Ray Tebout, the director of counseling and mentoring at the program, explained how the College Initiative program allows former inmates to attend college by debunking some of the barriers they believe they will encounter.
Tebout understands the mix of different personalities the staff deals with and the obstacles both the student and mentor must overcome.
Some of the common obstacles Tebout sees among the younger students is the desire for instant gratification. He said the most common questions among these less experienced individuals are “why should I invest two to six years in school?” or “why not pick a trade or get a job?”
Tebout tackles these questions by providing evidence that an education will reduce the likeliness of a return back to prison. He also approaches this situation by helping the younger potential students in terms of long term goals.
Skeptical students are asked by Tebout to look at how much income they will accumulate over a lifetime rather than the short term. According to Tebout, a high school graduate can expect to earn an average of 1.2 million, someone with a bachelors can earn upwards of 2.1 million, and a masters graduate in the 2.5 million range.
These statistics gives the young students a different perspective on life and education.
Among the more seasoned individuals what is most commonly seen is the lack of knowledge when it comes to computers and technology. Many of the older students might have went to prison when the internet had not become such a big tool or when computers were not easily accessible.
Older generations of inmates face a major issue due to not being involved in a world that has rapidly become digitally influenced.
One 70- year- old student in the program, who asked to remain anonymous, has been in prison for more than 30 years. This individual had major issues with the use of computers. At the moment, he is currently finishing up his first semester, which is a huge success for someone who may have given up if not for the support that the College Initiative program has given them.
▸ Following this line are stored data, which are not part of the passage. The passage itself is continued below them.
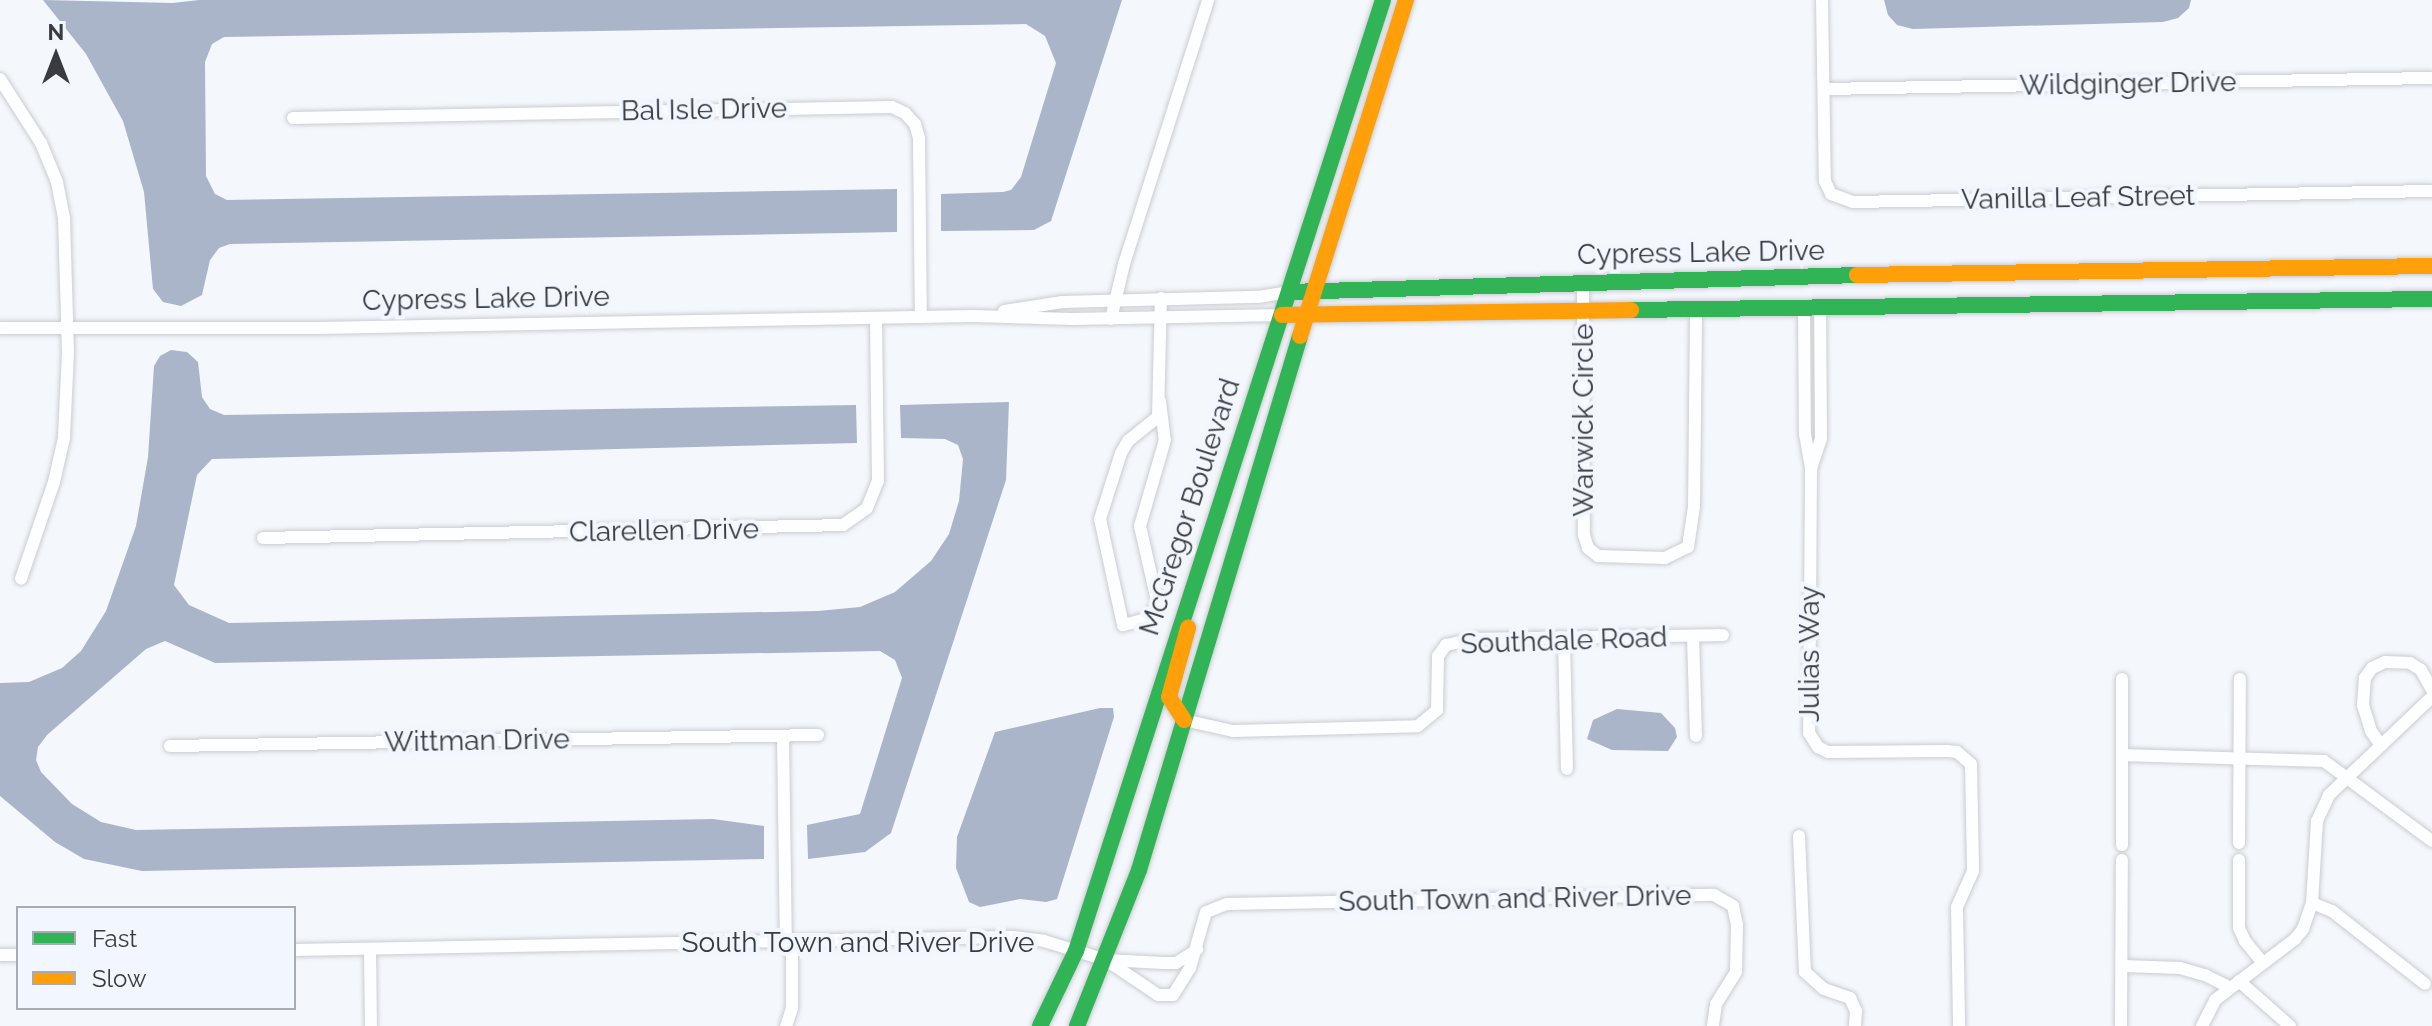 <!DOCTYPE html>
<html>
<head>
<meta charset="utf-8">
<style>
  body { margin:0 }
  #map { position:relative; width:2432px; height:1026px; overflow:hidden; background:#f4f7fc; font-family:Raleway,sans-serif }
  div>[style] { position:absolute }
  [style*='--x'] { left:calc(var(--x)*1px); top:calc(var(--y)*1px); width:calc(var(--w)*1px); rotate:calc(var(--a)*1deg) }
  .water>* { inset:0; background:#aab5c9 }
  .roads { filter:drop-shadow(0 0 2px #caccd1) drop-shadow(0 0 2px #caccd1) }
  .street>* { height:12px; margin:-6px; padding:0 6px; transform-origin:6px; border-radius:6px; background:#fdfeff }
  .fast>* { height:16px; margin:-8px; padding:0 8px; transform-origin:8px; border-radius:8px; background:#30b455 }
  .slow>* { height:16px; margin:-8px; padding:0 8px; transform-origin:8px; border-radius:8px; background:#ff9f0a }
  span { translate:-50% -50%; white-space:nowrap; text-align:center; line-height:1.15; -webkit-text-stroke:8px #f1f6ff; paint-order:stroke }
  .street-label { font-size:28px; color:#393b3f }
  .legend { position:absolute; left:16px; top:906px; width:280px; height:104px; box-sizing:border-box; background:#f1f6ff; border:2px solid #a7abb2; margin:0; padding:10px 14px; list-style:none; font-size:24px; color:#393b3f }
  .legend li { display:flex; align-items:center; gap:16px; height:40px }
  .legend b { width:40px; border:2px solid #a7abb2 }
  .north { position:absolute; left:16px; top:16px; width:80px; height:80px; -webkit-text-stroke:6px #f1f6ff; paint-order:stroke; rotate:0deg; font-size:22px; font-weight:700; line-height:32px; text-align:center; color:#393b3f }
  .north::after { content:''; display:block; margin:auto; width:28px; height:36px; background:#393b3f; clip-path:polygon(50% 0,100% 100%,50% 72%,0 100%) }
</style>
</head>
<body>
<div id="map">
  <div class="water">
    <div style="clip-path:polygon(43px 0,173px 3px,199px 0,1122px 0,1051px 221px,1034px 230px,941px 231px,941px 194px,1003px 192px,1011px 190px,1021px 177px,1056px 63px,1045px 36px,1026px 24px,224px 37px,212px 44px,205px 62px,206px 176px,215px 194px,227px 200px,897px 189px,897px 232px,230px 244px,219px 248px,210px 260px,202px 295px,181px 306px,163px 302px,153px 289px,144px 192px,123px 121px,86px 54px)"></div>
    <div style="clip-path:polygon(1884px 0,2191px 0,2189px 8px,2178px 18px,2163px 22px,1913px 29px,1897px 25px,1888px 15px)"></div>
    <div style="clip-path:polygon(171px 350px,187px 352px,198px 362px,202px 397px,210px 409px,224px 415px,856px 405px,857px 443px,212px 459px,197px 475px,174px 585px,189px 605px,229px 623px,818px 611px,860px 607px,895px 592px,931px 561px,949px 534px,959px 501px,963px 459px,958px 445px,945px 439px,901px 438px,900px 405px,1009px 402px,1006px 480px,891px 833px,865px 852px,808px 859px,807px 825px,860px 814px,902px 678px,895px 660px,880px 651px,215px 663px,165px 641px,146px 649px,47px 735px,38px 747px,36px 760px,41px 772px,72px 804px,101px 822px,136px 830px,713px 819px,764px 826px,764px 859px,142px 871px,84px 859px,55px 842px,0 796px,0 683px,29px 682px,62px 668px,81px 651px,106px 611px,136px 526px,148px 457px,154px 366px,160px 356px)"></div>
    <div style="clip-path:polygon(1100px 708px,1113px 708px,1114px 717px,1057px 899px,1046px 902px,1020px 899px,980px 907px,969px 902px,956px 868px,957px 837px,995px 732px)"></div>
    <div style="clip-path:polygon(1617px 709px,1661px 713px,1675px 728px,1677px 737px,1668px 751px,1612px 750px,1587px 739px,1593px 720px)"></div>
  </div>
  <div class="roads">
    <div class="street">
      <div style="--x:1822;--y:0;--w:181;--a:89.1"></div>
      <div style="--x:1825;--y:181;--w:14;--a:65"></div>
      <div style="--x:1831;--y:194;--w:23;--a:20"></div>
      <div style="--x:1853;--y:202;--w:579;--a:-1.09"></div>
      <div style="--x:0;--y:79;--w:76;--a:57.4"></div>
      <div style="--x:41;--y:143;--w:42;--a:67.7"></div>
      <div style="--x:57;--y:182;--w:37;--a:79"></div>
      <div style="--x:64;--y:218;--w:134;--a:88.3"></div>
      <div style="--x:68;--y:352;--w:86;--a:92.7"></div>
      <div style="--x:64;--y:438;--w:45;--a:102.8"></div>
      <div style="--x:54;--y:482;--w:102;--a:108.8"></div>
      <div style="--x:1824;--y:89;--w:608;--a:-1.04"></div>
      <div style="--x:293;--y:118;--w:599;--a:-1.05"></div>
      <div style="--x:892;--y:107;--w:14;--a:25"></div>
      <div style="--x:905;--y:113;--w:15;--a:48"></div>
      <div style="--x:915;--y:124;--w:15;--a:74"></div>
      <div style="--x:919;--y:138;--w:179;--a:89.4"></div>
      <div style="--x:1583;--y:281;--w:254;--a:89.8"></div>
      <div style="--x:1584;--y:535;--w:14;--a:73"></div>
      <div style="--x:1588;--y:548;--w:13;--a:39"></div>
      <div style="--x:1598;--y:556;--w:67;--a:1.7"></div>
      <div style="--x:1665;--y:558;--w:25;--a:-26"></div>
      <div style="--x:1688;--y:547;--w:40;--a:-81.5"></div>
      <div style="--x:1694;--y:507;--w:200;--a:-89.4"></div>
      <div style="--x:1804;--y:306;--w:128;--a:89.6"></div>
      <div style="--x:1805;--y:434;--w:36;--a:80"></div>
      <div style="--x:1811;--y:469;--w:264;--a:90.4"></div>
      <div style="--x:1809;--y:733;--w:17;--a:57"></div>
      <div style="--x:1818;--y:747;--w:11;--a:27"></div>
      <div style="--x:1828;--y:752;--w:119;--a:-0.5"></div>
      <div style="--x:1947;--y:751;--w:10;--a:6"></div>
      <div style="--x:1957;--y:752;--w:18;--a:41"></div>
      <div style="--x:1971;--y:764;--w:107;--a:88.9"></div>
      <div style="--x:1973;--y:871;--w:39;--a:114"></div>
      <div style="--x:1957;--y:907;--w:119;--a:89"></div>
      <div style="--x:1004;--y:311;--w:59;--a:-8.8"></div>
      <div style="--x:1062;--y:302;--w:196;--a:-1.5"></div>
      <div style="--x:1258;--y:297;--w:31;--a:-9"></div>
      <div style="--x:1111;--y:319;--w:57;--a:-76.7"></div>
      <div style="--x:1124;--y:264;--w:277;--a:-72.3"></div>
      <div style="--x:0;--y:328;--w:318;--a:0"></div>
      <div style="--x:318;--y:328;--w:655;--a:-1.05"></div>
      <div style="--x:973;--y:316;--w:99;--a:1.7"></div>
      <div style="--x:1072;--y:319;--w:210;--a:-1.1"></div>
      <div style="--x:1160;--y:401;--w:39;--a:83"></div>
      <div style="--x:1165;--y:440;--w:90;--a:106.2"></div>
      <div style="--x:1140;--y:526;--w:81;--a:77.2"></div>
      <div style="--x:1158;--y:605;--w:18;--a:131"></div>
      <div style="--x:1146;--y:619;--w:24;--a:165"></div>
      <div style="--x:1123;--y:625;--w:108;--a:-102.2"></div>
      <div style="--x:1100;--y:519;--w:69;--a:-72.3"></div>
      <div style="--x:1121;--y:453;--w:14;--a:-60"></div>
      <div style="--x:1128;--y:441;--w:38;--a:-39"></div>
      <div style="--x:1158;--y:417;--w:119;--a:-88.6"></div>
      <div style="--x:1811;--y:469;--w:32;--a:-72"></div>
      <div style="--x:1821;--y:439;--w:133;--a:-90.4"></div>
      <div style="--x:263;--y:538;--w:580;--a:-1.28"></div>
      <div style="--x:843;--y:525;--w:29;--a:-35"></div>
      <div style="--x:867;--y:508;--w:29;--a:-68"></div>
      <div style="--x:878;--y:481;--w:163;--a:-90.7"></div>
      <div style="--x:1693;--y:636;--w:100;--a:88.3"></div>
      <div style="--x:1564;--y:639;--w:130;--a:88.7"></div>
      <div style="--x:1184;--y:720;--w:50;--a:12.7"></div>
      <div style="--x:1233;--y:731;--w:185;--a:-1.5"></div>
      <div style="--x:1418;--y:726;--w:25;--a:-40"></div>
      <div style="--x:1437;--y:710;--w:54;--a:-88.9"></div>
      <div style="--x:1438;--y:656;--w:14;--a:-54"></div>
      <div style="--x:1446;--y:645;--w:30;--a:-12"></div>
      <div style="--x:1475;--y:639;--w:248;--a:-0.9"></div>
      <div style="--x:783;--y:736;--w:206;--a:89.2"></div>
      <div style="--x:786;--y:942;--w:14;--a:65"></div>
      <div style="--x:792;--y:955;--w:53;--a:90"></div>
      <div style="--x:792;--y:1008;--w:19;--a:108"></div>
      <div style="--x:2380;--y:744;--w:16;--a:-125"></div>
      <div style="--x:2371;--y:731;--w:27;--a:-107"></div>
      <div style="--x:2363;--y:705;--w:27;--a:-86"></div>
      <div style="--x:2365;--y:678;--w:12;--a:-55"></div>
      <div style="--x:2372;--y:668;--w:14;--a:-25"></div>
      <div style="--x:2385;--y:662;--w:25;--a:2"></div>
      <div style="--x:2410;--y:663;--w:13;--a:32"></div>
      <div style="--x:2421;--y:670;--w:23;--a:61"></div>
      <div style="--x:170;--y:746;--w:648;--a:-0.97"></div>
      <div style="--x:2122;--y:755;--w:202;--a:1.7"></div>
      <div style="--x:2324;--y:761;--w:134;--a:36.5"></div>
      <div style="--x:1799;--y:836;--w:136;--a:87.5"></div>
      <div style="--x:1805;--y:972;--w:25;--a:42"></div>
      <div style="--x:1824;--y:989;--w:28;--a:19"></div>
      <div style="--x:1850;--y:998;--w:14;--a:65"></div>
      <div style="--x:1856;--y:1011;--w:15;--a:94"></div>
      <div style="--x:2239;--y:843;--w:164;--a:-89.7"></div>
      <div style="--x:2122;--y:845;--w:166;--a:-90"></div>
      <div style="--x:2239;--y:860;--w:68;--a:90"></div>
      <div style="--x:2239;--y:928;--w:14;--a:65"></div>
      <div style="--x:2245;--y:941;--w:28;--a:51"></div>
      <div style="--x:2312;--y:903;--w:22;--a:22"></div>
      <div style="--x:2332;--y:911;--w:118;--a:38.1"></div>
      <div style="--x:370;--y:949;--w:77;--a:89.3"></div>
      <div style="--x:294;--y:950;--w:719;--a:-1.04"></div>
      <div style="--x:1013;--y:937;--w:31;--a:7"></div>
      <div style="--x:1044;--y:941;--w:65;--a:17"></div>
      <div style="--x:1106;--y:960;--w:58;--a:3"></div>
      <div style="--x:1164;--y:963;--w:12;--a:0"></div>
      <div style="--x:1176;--y:963;--w:25;--a:-32"></div>
      <div style="--x:0;--y:955;--w:18;--a:0"></div>
      <div style="--x:1106;--y:960;--w:63;--a:33.9"></div>
      <div style="--x:1158;--y:995;--w:15;--a:0"></div>
      <div style="--x:1173;--y:995;--w:32;--a:-58"></div>
      <div style="--x:1190;--y:968;--w:58;--a:-74.1"></div>
      <div style="--x:1206;--y:912;--w:22;--a:-21"></div>
      <div style="--x:1227;--y:904;--w:487;--a:-1.1"></div>
      <div style="--x:1714;--y:895;--w:22;--a:30"></div>
      <div style="--x:1733;--y:906;--w:19;--a:78"></div>
      <div style="--x:1737;--y:925;--w:47;--a:91.2"></div>
      <div style="--x:1736;--y:972;--w:38;--a:122"></div>
      <div style="--x:1716;--y:1004;--w:22;--a:98"></div>
      <div style="--x:2123;--y:966;--w:57;--a:2"></div>
      <div style="--x:2180;--y:968;--w:26;--a:16"></div>
      <div style="--x:2205;--y:975;--w:28;--a:27"></div>
      <div style="--x:2239;--y:981;--w:68;--a:41.4"></div>
      <div style="--x:2121;--y:1026;--w:166;--a:-89.7"></div>
      <div style="--x:2202;--y:1026;--w:29;--a:-63"></div>
      <div style="--x:2215;--y:1000;--w:101;--a:-37.3"></div>
      <div style="--x:2295;--y:939;--w:13;--a:-51"></div>
      <div style="--x:2303;--y:929;--w:28;--a:-71"></div>
      <div style="--x:2312;--y:903;--w:82;--a:-86.5"></div>
      <div style="--x:2317;--y:821;--w:29;--a:-65"></div>
      <div style="--x:2329;--y:795;--w:142;--a:-43.6"></div>
    </div>
    <div class="fast">
      <div style="--x:1289;--y:292;--w:568;--a:-1.71"></div>
      <div style="--x:1631;--y:310;--w:801;--a:-0.79"></div>
      <div style="--x:1040;--y:1026;--w:83;--a:-64.4"></div>
      <div style="--x:1076;--y:951;--w:999;--a:-72.11"></div>
      <div style="--x:1077;--y:1026;--w:168;--a:-68.3"></div>
      <div style="--x:1139;--y:870;--w:558;--a:-73.22"></div>
    </div>
    <div class="slow">
      <div style="--x:1857;--y:275;--w:575;--a:-0.9"></div>
      <div style="--x:1282;--y:315;--w:349;--a:-0.8"></div>
      <div style="--x:1300;--y:336;--w:352;--a:-72.5"></div>
      <div style="--x:1184;--y:720;--w:27;--a:-123"></div>
      <div style="--x:1169;--y:697;--w:72;--a:-74.6"></div>
    </div>
  </div>
  <div class="street-label">
    <span style="left:2128px;top:84px;rotate:-1deg">Wildginger Drive</span>
    <span style="left:704px;top:110px;rotate:-1deg">Bal Isle Drive</span>
    <span style="left:2078px;top:198px;rotate:-1deg">Vanilla Leaf Street</span>
    <span style="left:1701px;top:253px;rotate:-1deg">Cypress Lake Drive</span>
    <span style="left:486px;top:299px;rotate:-1deg">Cypress Lake Drive</span>
    <span style="left:1584px;top:420px;rotate:-90deg">Warwick Circle</span>
    <span style="left:1190px;top:507px;rotate:-72deg">McGregor Boulevard</span>
    <span style="left:664px;top:531px;rotate:-1deg">Clarellen Drive</span>
    <span style="left:1564px;top:641px;rotate:-2deg">Southdale Road</span>
    <span style="left:1810px;top:654px;rotate:-90deg">Julias Way</span>
    <span style="left:477px;top:741px;rotate:-1deg">Wittman Drive</span>
    <span style="left:1515px;top:899px;rotate:-1deg">South Town and River Drive</span>
    <span style="left:858px;top:943px">South Town and River Drive</span>
  </div>
  <ul class="legend">
  <li><b style="height:10px;background:#30b455"></b>Fast</li>
  <li><b style="height:10px;background:#ff9f0a"></b>Slow</li>
  </ul>
  <div class="north">N</div>
</div>
</body>
</html>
The program doesn’t only rely on its staff to support the incoming students, they rely heavily on peer mentorship. Through experience they have realized that a student is more likely to drop out of college during their first year.
This is why, after several months of working with a staff member, the students enter a peer mentorship program, where a fellow program participant with a 3.0 GPA and at least a year of college under their belt becomes a mentor to the new student. They serve as a support system for the student if they have problems with a subject matter or maybe a need to just vent about their frustrations with school.
Frustrations can include being the discrimination that they encounter because of their prison history. Tebout explained that the students within the program are scrutinized, “it is not necessarily the organization that is receiving negative feedback from the community, but the student themselves.”
Some reasons and common arguments of those opposed to an educational tactic towards the rehabilitation system often revolve around “we do not want to make smarter criminals,” according to Tebout. Tebout believes “we are not making smarter criminals, we are creating individuals with a different way of thinking.” His meaning is that when a person is exposed to education, he or she has the ability to create better options and make better decisions.
Tebout claims that if we were to look at our incarcerated in terms of employment, people can see that for many, selling drugs is the only job around. According to the Federal Bureau of Prisons Drug offenses account for 48.8% percent of all incarcerated American. Homicide, Aggravated Assault, and Kidnapping offenses account for 2.8 percent of the prison population, sex offenses for 6.5 percent, robbery 3.7 per- cent, and weapons, explosives and arson account for 15.8 percent.
What the College initiative programs aims at doing, is taking this prison population, and showing them a different method of succeeding in life that they might have not been exposed to in the past.
The program has gained awareness through word of mouth and by sending their staff members to different location to speak about the program and the issues that they are trying to resolve through education.